As soon as he was old enough to drive, David Couch discovered he enjoyed raising beef cattle more than mowing yards in Asheboro, where his father was a dentist and his mother served on City Council. He bought calves at auction and nursed them with a bottle. An elderly widow let the teenager graze his cows on her pastures in Randolph County. In exchange, he tended her property.
“I actually liked the hard work,” says Couch, who turns 61 in July. “I just felt free. That’s when I knew that farming would play a part in my life.”
Success in real estate has enabled him to pursue that passion at Summerfield Farms, an events venue and working farm where he raises cattle on the nearly 1,000 acres he’s acquired over the past 25 years.

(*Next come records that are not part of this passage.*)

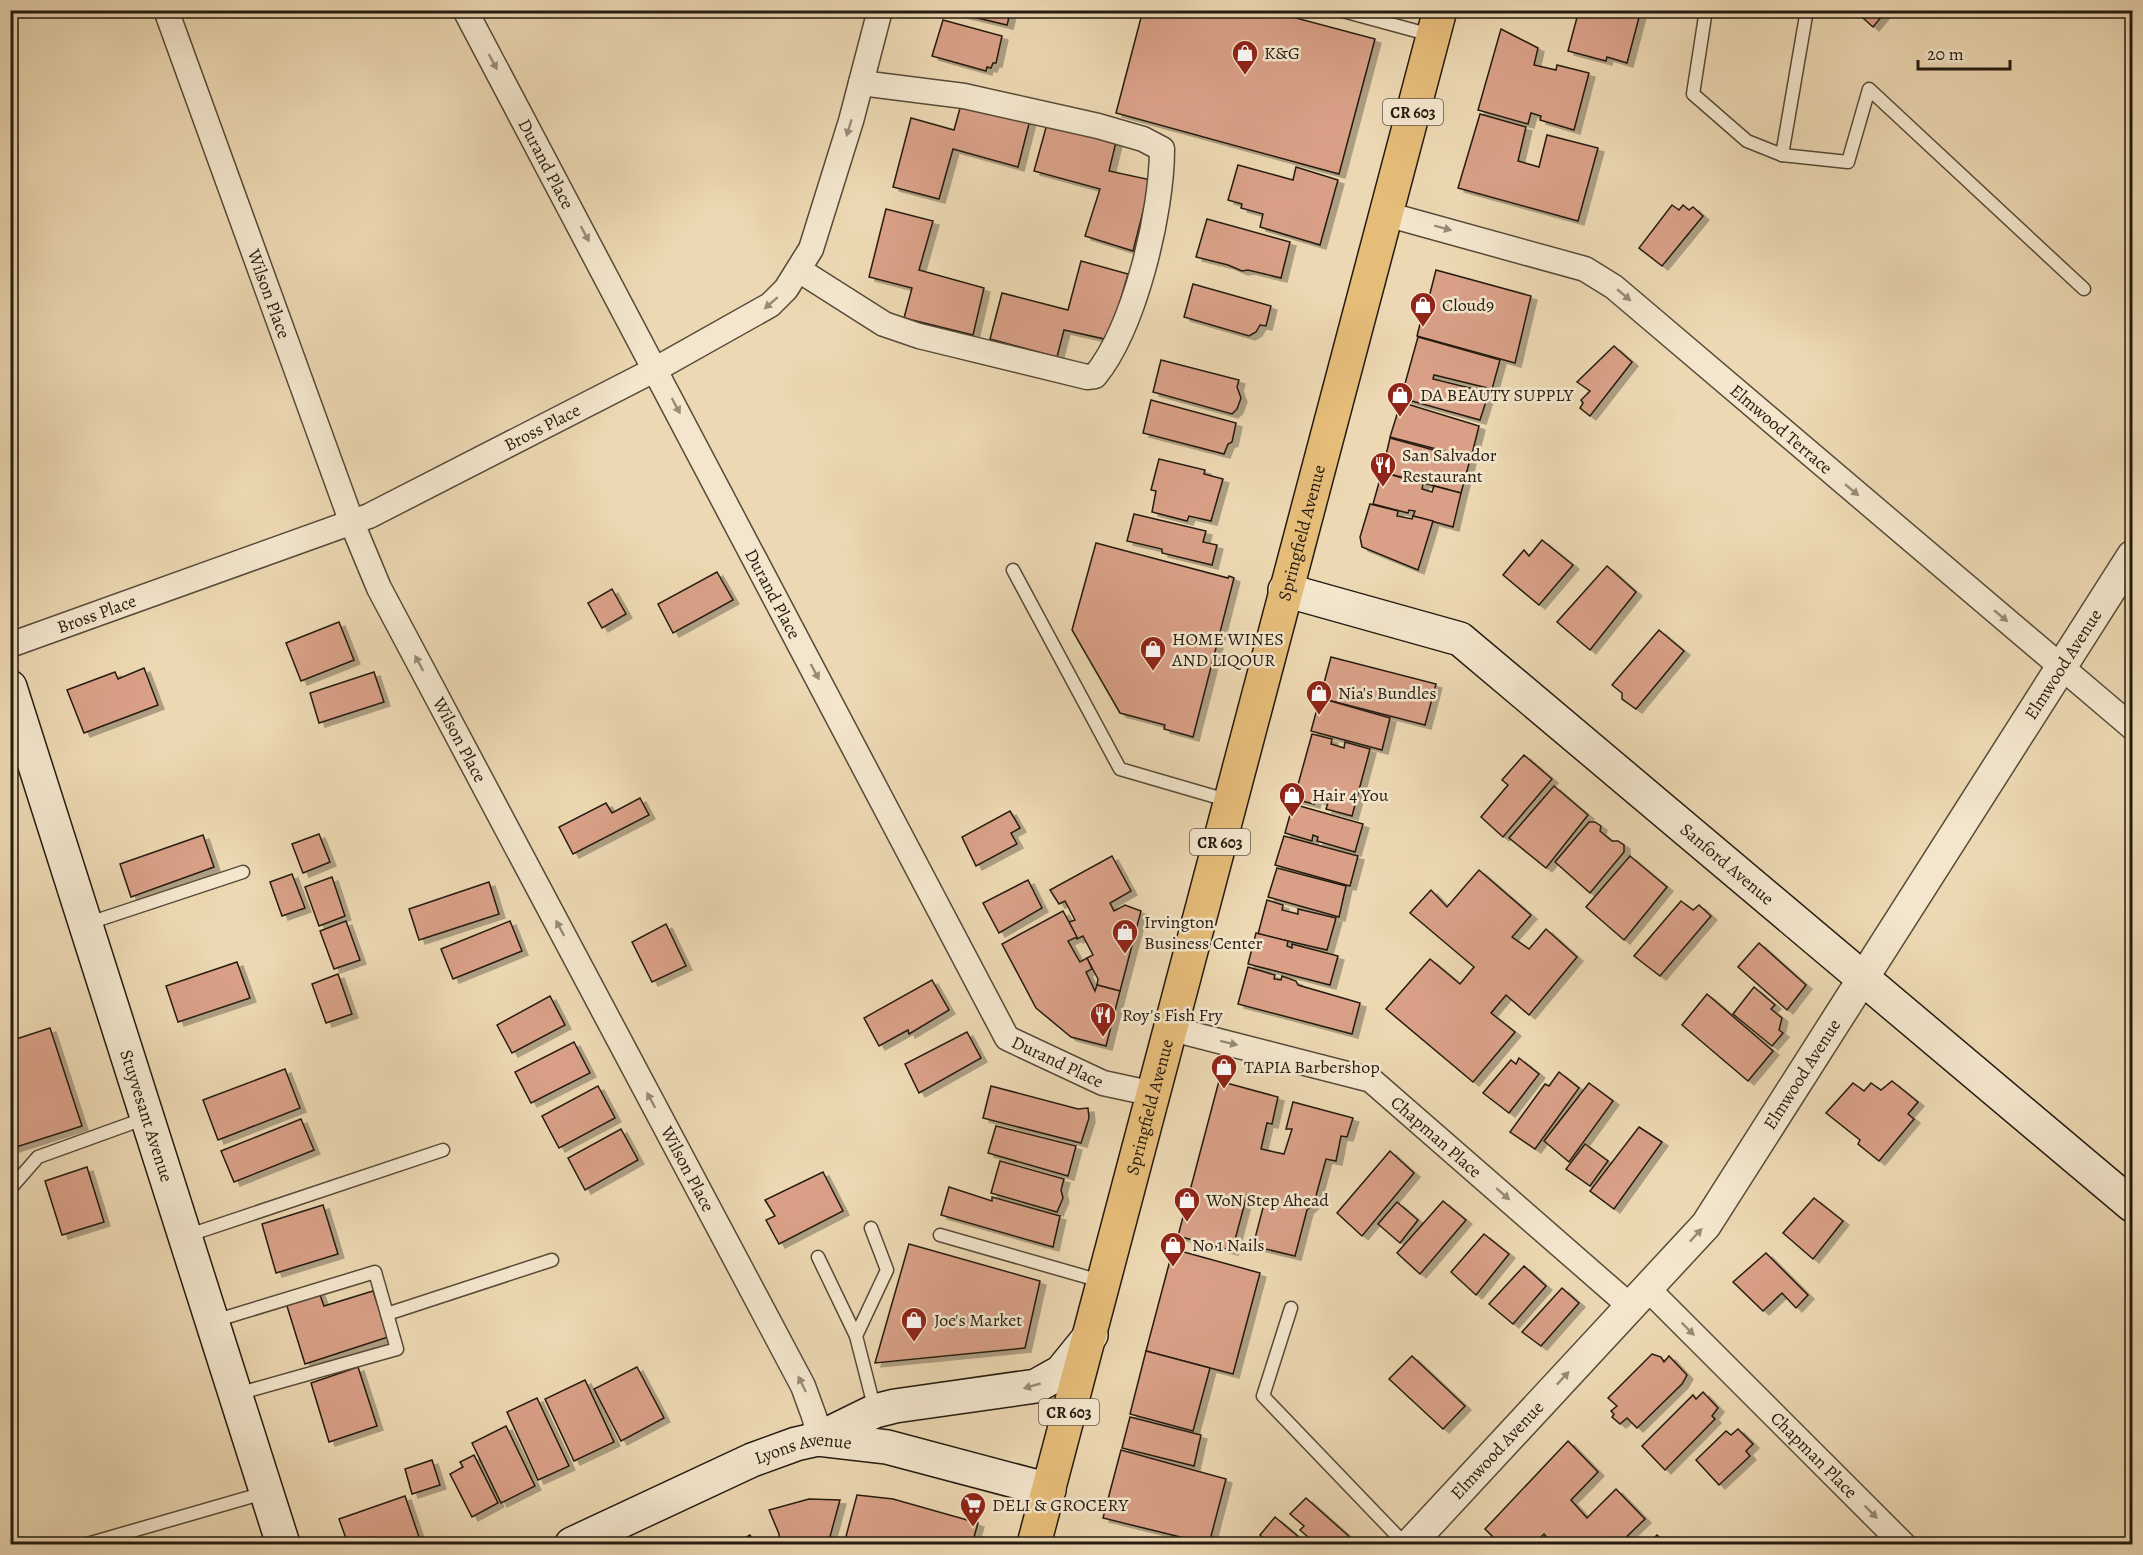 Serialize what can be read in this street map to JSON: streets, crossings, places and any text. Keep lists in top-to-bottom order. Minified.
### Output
{"streets":{"main road":["CR 603","Springfield Avenue","Sanford Avenue","Stuyvesant Avenue","Lyons Avenue"],"street":["Durand Place","Wilson Place","Bross Place","Elmwood Terrace","Elmwood Avenue","Chapman Place"]},"crossings":[["Durand Place","Bross Place"],["Durand Place","Springfield Avenue"],["Wilson Place","Bross Place"],["Wilson Place","Lyons Avenue"],["Elmwood Terrace","Springfield Avenue"],["Elmwood Terrace","Elmwood Avenue"],["Springfield Avenue","Sanford Avenue"],["Springfield Avenue","Chapman Place"],["Springfield Avenue","Lyons Avenue"],["Elmwood Avenue","Sanford Avenue"],["Elmwood Avenue","Chapman Place"]],"one_way":["Durand Place","Wilson Place","Elmwood Terrace","Elmwood Avenue","Chapman Place"],"places":{"shop":["K&G","Cloud9","DA BEAUTY SUPPLY","HOME WINES AND LIQOUR","Nia's Bundles","Hair 4 You","Irvington Business Center","TAPIA Barbershop","WoN Step Ahead","No 1 Nails","Joe's Market"],"restaurant":["San Salvador Restaurant","Roy's Fish Fry"],"supermarket":["DELI & GROCERY"]},"scale_bar":"20 m"} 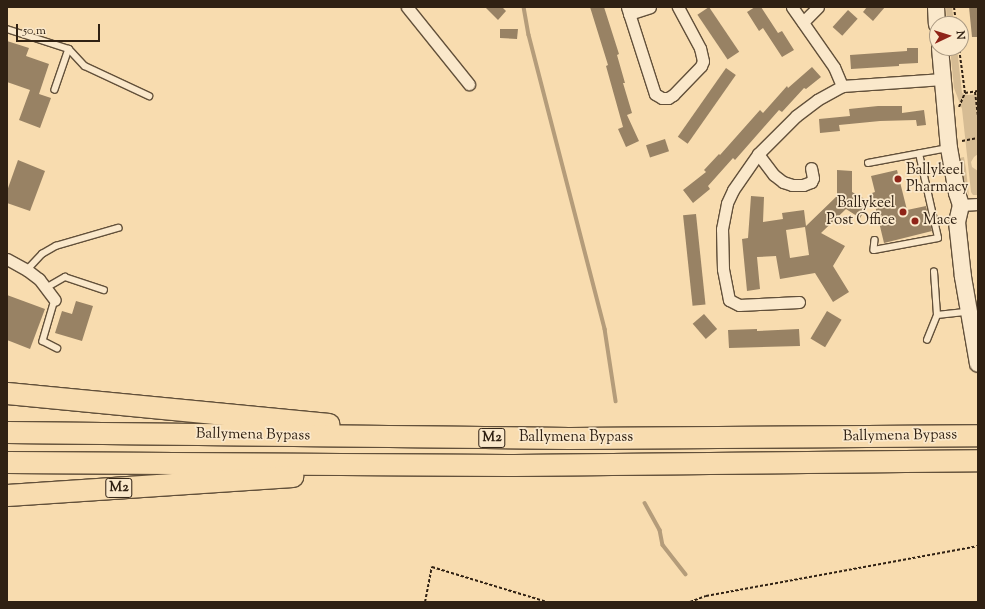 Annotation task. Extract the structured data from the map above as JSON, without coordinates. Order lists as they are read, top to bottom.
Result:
{
  "streets": {
    "highway": ["Ballymena Bypass", "M2"]
  },
  "crossings": [
    ["Ballymena Bypass", "M2"]
  ],
  "places": ["Ballykeel Pharmacy", "Ballykeel Post Office", "Mace"],
  "scale_bar": "50 m",
  "north": "right"
}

It’s among the trophies collected as Couch emerged as one of the state’s most prominent residential real estate developers.
After starting out selling town houses in Greensboro, he co-founded High Point–based Blue Ridge Cos. with partner Chris Dunbar in 1997. They have developed more than $2 billion of projects, including 11,500 apartment units at about 40 sites, mostly in the Carolinas and Virginia and with a buy-and-hold approach. Blue Ridge also has a general contracting business and has developed commercial properties largely focused in the West Wendover Avenue-N.C. 68 area in Greensboro and High Point.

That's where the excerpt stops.